Excerpted records below:
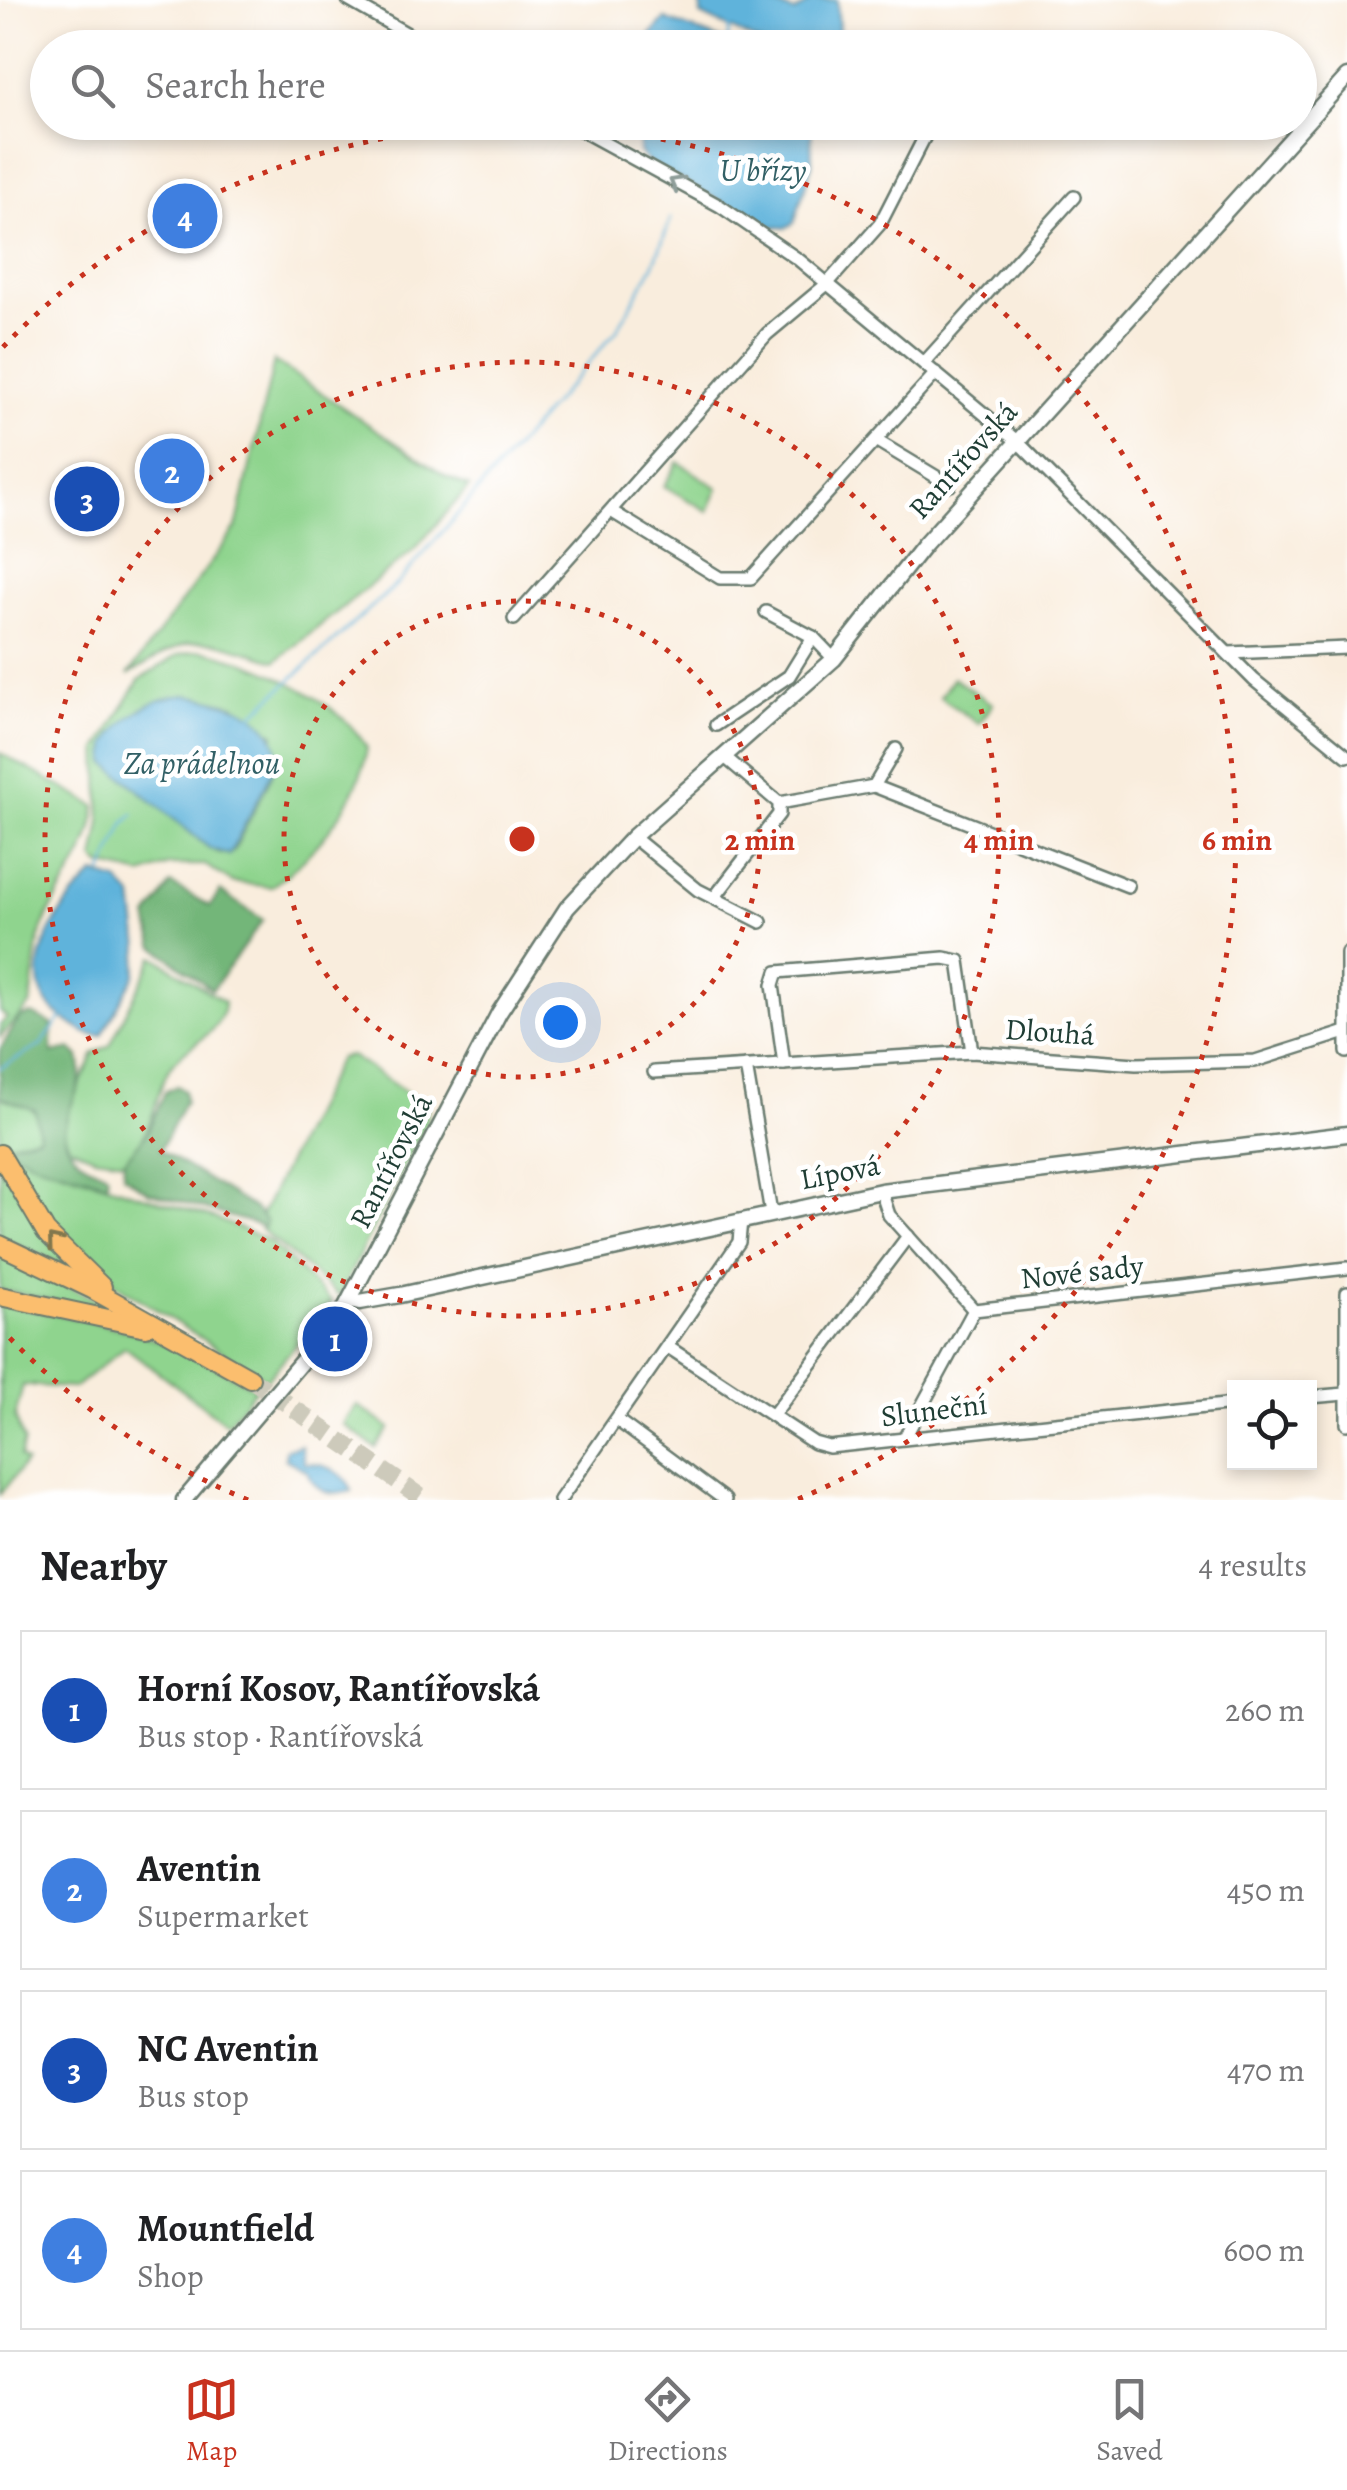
<!DOCTYPE html>
<html lang="en">
<head>
<meta charset="utf-8">
<style>
	:root { --surface:#fff; --page:#f6f6f6; --text:#202124; --muted:#757577; --line:#e0e0e0; --accent:#c8321e }
	body { margin:0; font-family:Alegreya,serif; background:var(--page); color:var(--text) }
	.controls { position:absolute; right:30px; bottom:30px; display:grid; overflow:hidden; border-radius:0px; box-shadow:0 5px 15px #0003 }
	.controls button { width:90px; height:90px; display:grid; place-items:center; padding:0; border:0; border-bottom:2px solid var(--line); background:var(--surface); color:var(--text); font:50px sans-serif }
	.you { position:absolute; left:560px; top:1022px; width:35px; height:35px; margin:-25px; border:8px solid #fff; border-radius:50%; background:#1a73e8; box-shadow:0 0 0 15px #1a73e833 }
	.badge { display:grid; place-items:center; width:65px; height:65px; border-radius:50%; background:var(--accent); color:#fff; font-size:32px; font-weight:700 }
	.pin { position:absolute; translate:-50% -50%; border:5px solid #fff; box-shadow:0 2px 10px #0006 }
	.list { margin:0; padding:0; list-style:none }
	h2 { display:flex; justify-content:space-between; align-items:center; height:130px; margin:0; padding:0 40px; font-size:42px }
	h2 small { font-size:32px; font-weight:400; color:var(--muted) }
	.list li { display:grid; grid-template-columns:65px 1fr auto; gap:30px; align-items:center; box-sizing:border-box; height:160px; margin:0 20px 20px; padding:0 20px; border:2px solid var(--line); border-radius:0px }
	.list b { display:block; font-size:38px; white-space:nowrap }
	.list p { margin:0; font-size:32px; white-space:nowrap; color:var(--muted) }
	.list em { font-size:32px; font-style:normal; color:var(--muted) }
	.icon { flex:none; width:55px; height:55px; fill:none; stroke:currentColor; stroke-width:2; stroke-linecap:round; stroke-linejoin:round }
	.map { position:relative; flex:none; width:1347px; height:1500px; overflow:hidden }
	.search { position:absolute; background:var(--surface); box-shadow:0 5px 15px #0003; left:30px; right:30px; top:30px; height:110px; display:flex; align-items:center; gap:25px; box-sizing:border-box; padding:0 35px; border-radius:55px; color:var(--muted); font-size:38px }
	.sheet { height:850px; background:var(--surface) }
	nav { display:flex; justify-content:space-around; align-items:center; box-sizing:border-box; height:140px; border-top:2px solid var(--line); background:var(--surface); font-size:28px; color:var(--muted) }
	nav a { display:grid; justify-items:center; gap:5px }
	nav .on { color:var(--accent) }
	.map>svg:first-child { display:block }
	.green { fill:#8fd48e; stroke:#578861; stroke-width:2.5; fill-rule:evenodd }
	.forest { fill:#73b679; stroke:#497a56; stroke-width:2.5 }
	.water { fill:#5fb3db; stroke:#3f7888; stroke-width:2.5 }
	.lines { fill:none; stroke-linecap:round; stroke-linejoin:round }
	.stream { stroke:#5fb3db; stroke-width:2.5 }
	.primary-tunnel { stroke:#cdcabb; stroke-width:18; stroke-dasharray:18 9; stroke-linecap:butt }
	.minor-casing { stroke:#6b7b6f; stroke-width:16 }
	.tertiary-casing { stroke:#6b7b6f; stroke-width:19 }
	.primary-casing { stroke:#6b7b6f; stroke-width:22 }
	.minor { stroke:#fff; stroke-width:11 }
	.tertiary { stroke:#fff; stroke-width:14 }
	.primary { stroke:#fbbe6e; stroke-width:18 }
	.oneway { stroke:#8f9e9a }
	.oneway2 { stroke:#82774e }
	.ring { fill:none; stroke:#c8321e; stroke-width:5; stroke-dasharray:5 10 }
	.labels { text-anchor:middle; dominant-baseline:central; stroke-width:9; stroke-linejoin:round; paint-order:stroke }
	.street-label { font-size:30px; fill:#1f3d34; stroke:#fff }
	.water-label { font-size:32px; font-style:italic; fill:#326066; stroke:#fff }
	.centre { fill:#c8321e; stroke:#fff; stroke-width:5 }
	.ring-label { font-size:30px; text-anchor:middle; font-weight:bold; fill:#c8321e; stroke:#fff; stroke-width:9; stroke-linejoin:round; paint-order:stroke }
</style>
</head>
<body>
<div class="map">
<svg width="1347" height="1500" viewBox="0 0 1347 1500">
	<rect width="100%" height="100%" fill="#fff"/>
	<filter id="ink" filterUnits="userSpaceOnUse"><feTurbulence type="fractalNoise" baseFrequency=".01" numOctaves="2"/><feDisplacementMap in="SourceGraphic" scale="20" xChannelSelector="R" yChannelSelector="G"/><feConvolveMatrix kernelMatrix="1 2 1 2 8 2 1 2 1" color-interpolation-filters="sRGB"/></filter>
	<filter id="wash" filterUnits="userSpaceOnUse"><feTurbulence type="fractalNoise" baseFrequency=".0048" numOctaves="4" result="noise"/><feDisplacementMap in="SourceGraphic" scale="40" xChannelSelector="R" yChannelSelector="G"/><feGaussianBlur stdDeviation="2.25" result="paint"/><feColorMatrix in="noise" values="0 0 0 0 0 0 0 0 0 0 0 0 0 0 0 0 0 1.4 0 .05"/><feComposite in="paint" operator="in"/></filter>
	<g filter="url(#wash)">
		<rect width="100%" height="100%" fill="#f9eddd"/>
		<!-- green -->
		<g class="green">
			<path d="M274,361l171,115 24,11 -54,62 -139,112c-79,-25 -76,-31 -148,14l108,-147z"/>
			<path d="M678,462l40,26 -10,23 -44,-25z"/>
			<path d="M201,650c53,11 139,49 166,98 -7,53 -54,109 -96,139l-39,-5 -27,-17h-36l-27,10 -41,-10 -7,-6 7,-37 -3,-72 41,-70 39,-25zM185,695l50,10 39,29 -2,41 -39,77 -12,2 -12,-6 -103,-85 6,-29z"/>
			<path d="M953,678l40,26 -14,20 -39,-27z"/>
			<path d="M0,753l96,53c-6,54 -35,75 -53,121 -10,27 -7,51 -13,78l-30,32v-12l7,-7 -7,-7z"/>
			<path d="M154,956l70,46c0,29 -30,39 -47,57 -26,28 -17,71 -53,102l-29,-4 -26,-11 -6,-15 7,-25 24,-52 16,-9z"/>
			<path d="M351,1056l77,51 -1,14 -88,175 -78,-67 -3,-8 81,-163z"/>
			<path d="M0,1097l30,10 9,10v19l-22,5 10,19 187,58 54,22 64,62 -66,78 -178,-114 -26,-26 -62,-98z"/>
			<path d="M0,1166l72,101 -2,2 -70,-32z"/>
			<path d="M0,1253l127,62 -127,-25z"/>
			<path d="M0,1305c107,17 162,28 256,84l-29,35 -102,-77 -51,41 -51,-3 -8,32 9,24 -4,16 6,5 -26,32z"/>
			<path d="M357,1405l33,23 -14,20 -33,-24z"/>
		</g>
		<!-- forest -->
		<g class="forest">
			<path d="M171,884l39,22 10,-15 43,29 -51,70 -58,-44 -6,-29z"/>
			<path d="M32,1014l20,10v29l19,-4 8,8c12,40 -38,68 0,102 8,7 19,10 28,15l1,9 -73,-20 -25,-14 1,-6 28,-7 -4,-26 -35,-13v-48l20,-32z"/>
			<path d="M177,1086l7,5 1,10 -25,49 95,59 10,11v7l-117,-35 -25,-17 1,-14 23,-28 18,-41z"/>
		</g>
		<!-- water -->
		<g class="water">
			<path d="M701,0h58l36,12 18,-12h24l3,47h-71l-68,-32z"/>
			<path d="M665,19l73,28h-93l2,-8z"/>
			<path d="M640,123h171l1,41 -18,59 -9,5 -18,-2 -119,-64 -9,-10z"/>
			<path d="M185,695c42,6 89,16 94,64l-50,96 -20,-7 -103,-85 1,-19c16,-28 47,-47 78,-49z"/>
			<path d="M95,874l23,7 15,16 6,51 -4,27 -33,60c-16,2 -22,-6 -35,-14 -60,-37 -12,-112 28,-147z"/>
			<path d="M301,1445l3,18c18,0 42,8 48,28 -24,6 -35,2 -45,-20l-22,-12 1,-10z"/>
		</g>
		<g class="lines">
			<!-- stream -->
			<g class="stream">
				<path d="M727,41l3,-15"/>
				<path d="M252,715l146,-132 219,-253 37,-66 17,-46"/>
				<path d="M102,874l22,-50 10,-10"/>
				<path d="M0,1068l40,-22 21,-28"/>
			</g>
		</g>
	</g>
	<g filter="url(#ink)">
		<g class="lines">
			<!-- primary-tunnel -->
			<path class="primary-tunnel" d="M250,1378l175,122"/>
			<defs>
				<g id="minor">
					<path d="M348,0l84,48"/>
					<path d="M566,122l154,84 79,54 219,182 236,238 93,76"/>
					<path d="M924,363l150,-166"/>
					<path d="M877,441l73,44"/>
					<path d="M611,511l109,67h31l185,-205"/>
					<path d="M766,612l47,25 21,22"/>
					<path d="M514,619l253,-285 60,-50 53,-60 45,-88"/>
					<path d="M1228,653l119,-5"/>
					<path d="M716,725l73,-49 24,-39"/>
					<path d="M874,786l22,-37"/>
					<path d="M779,803l95,-17 254,100"/>
					<path d="M633,837l65,53 63,32"/>
					<path d="M714,898l65,-84v-11l-53,-45"/>
					<path d="M1347,953v99"/>
					<path d="M784,1064l-11,-79 4,-13 167,-14 15,3 13,91"/>
					<path d="M746,1066l25,147"/>
					<path d="M654,1072l318,-20 164,12 119,-3 91,-29"/>
					<path d="M881,1191l8,24 85,95"/>
					<path d="M1347,1293v131"/>
					<path d="M974,1310l373,-42"/>
					<path d="M668,1347l146,96 15,4 405,-43"/>
					<path d="M1310,1397l35,-3"/>
					<path d="M773,1415l135,-179"/>
					<path d="M617,1420l108,80"/>
					<path d="M905,1437l69,-127"/>
					<path d="M560,1500l179,-258 2,-22"/>
				</g>
				<g id="tertiary">
					<path d="M350,1300l10,2 40,-7 481,-104 466,-57"/>
					<path d="M184,1500l158,-186 157,-301 68,-105 66,-71 201,-178 90,-114 423,-468"/>
				</g>
				<g id="primary">
					<path d="M0,1154l46,78 56,55"/>
					<path d="M0,1245l92,44 158,89"/>
					<path d="M0,1296l146,31"/>
				</g>
			</defs>
			<!-- minor casing -->
			<use href="#minor" class="minor-casing"/>
			<!-- tertiary casing -->
			<use href="#tertiary" class="tertiary-casing"/>
			<!-- primary casing -->
			<use href="#primary" class="primary-casing"/>
			<!-- minor -->
			<use href="#minor" class="minor"/>
			<!-- tertiary -->
			<use href="#tertiary" class="tertiary"/>
			<!-- primary -->
			<use href="#primary" class="primary"/>
		</g>
		<!-- one-way arrows -->
		<defs><path id="oneway-chevron" d="M-2-3.5L2.5 0L-2 3.5" fill="none" stroke-width="1.6" stroke-linecap="round" stroke-linejoin="round" transform="scale(2.5)"/></defs>
		<use class="oneway" href="#oneway-chevron" transform="translate(676 183) rotate(-151)"/>
		<use class="oneway2" href="#oneway-chevron" transform="translate(54 1241) rotate(-130)"/>
	</g>
	<!-- distance rings -->
	<g class="ring">
		<circle cx="522" cy="839" r="238"/>
		<circle cx="522" cy="839" r="477"/>
		<path d="M248 1500A715 715 0 0 1 3 1331M3 347A715 715 0 1 1 796 1500"/>
	</g>
	<g class="labels">
		<!-- street labels -->
		<g class="street-label">
			<text transform="translate(963 460) rotate(-48)">Rantířovská</text>
			<text transform="translate(1050 1032) rotate(4)">Dlouhá</text>
			<text transform="translate(391 1161) rotate(-63)">Rantířovská</text>
			<text transform="translate(840 1172) rotate(-11)">Lípová</text>
			<text transform="translate(1082 1272) rotate(-6)">Nové sady</text>
			<text transform="translate(934 1410) rotate(-7)">Sluneční</text>
		</g>
		<!-- water labels -->
		<g class="water-label">
			<text x="763" y="170">U břízy</text>
			<text x="202" y="763">Za prádelnou</text>
		</g>
	</g>
	<circle cx="522" cy="839" r="15" class="centre"/>
	<g class="ring-label">
		<text x="760" y="850">2 min</text>
		<text x="999" y="850">4 min</text>
		<text x="1237" y="850">6 min</text>
	</g>
</svg>
<div class="controls">
<button><svg class="icon" aria-label="locate" viewBox="0 0 24 24"><circle cx="12" cy="12" r="6"/><path d="M12 2v4M12 18v4M2 12h4M18 12h4"/></svg></button>
</div>
<div class="you"></div>
<div class="pin badge" style="left:335px;top:1339px;background:#1a4fb4">1</div>
<div class="pin badge" style="left:172px;top:471px;background:#3f7fe0">2</div>
<div class="pin badge" style="left:87px;top:499px;background:#1a4fb4">3</div>
<div class="pin badge" style="left:185px;top:216px;background:#3f7fe0">4</div>
<div class="search"><svg class="icon" aria-label="search" viewBox="0 0 24 24"><circle cx="10" cy="10" r="6"/><path d="M15 15l6 6"/></svg>Search here</div>
</div>
<section class="sheet">
<h2>Nearby<small>4 results</small></h2>
<ul class="list">
<li><span class="badge" style="background:#1a4fb4">1</span><div><b>Horní Kosov, Rantířovská</b><p>Bus stop · Rantířovská</p></div><em>260 m</em></li>
<li><span class="badge" style="background:#3f7fe0">2</span><div><b>Aventin</b><p>Supermarket</p></div><em>450 m</em></li>
<li><span class="badge" style="background:#1a4fb4">3</span><div><b>NC Aventin</b><p>Bus stop</p></div><em>470 m</em></li>
<li><span class="badge" style="background:#3f7fe0">4</span><div><b>Mountfield</b><p>Shop</p></div><em>600 m</em></li>
</ul>
</section>
<nav>
<a class="on"><svg class="icon" aria-label="map" viewBox="0 0 24 24"><path d="M3 6l6-2 6 2 6-2v14l-6 2-6-2-6 2zM9 4v14M15 6v14"/></svg>Map</a>
<a><svg class="icon" aria-label="directions" viewBox="0 0 24 24"><path d="M12 3l9 9-9 9-9-9zM9 14v-3h6M13 9l2 2-2 2"/></svg>Directions</a>
<a><svg class="icon" aria-label="saved" viewBox="0 0 24 24"><path d="M7 4h10v16l-5-4-5 4z"/></svg>Saved</a>
</nav>
</body>
</html>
End of Excerpted records.
→ Aim of the task:
Within the data above, how many lines contain "stop"? Respond with the tally alone.

→ Exercise response:
2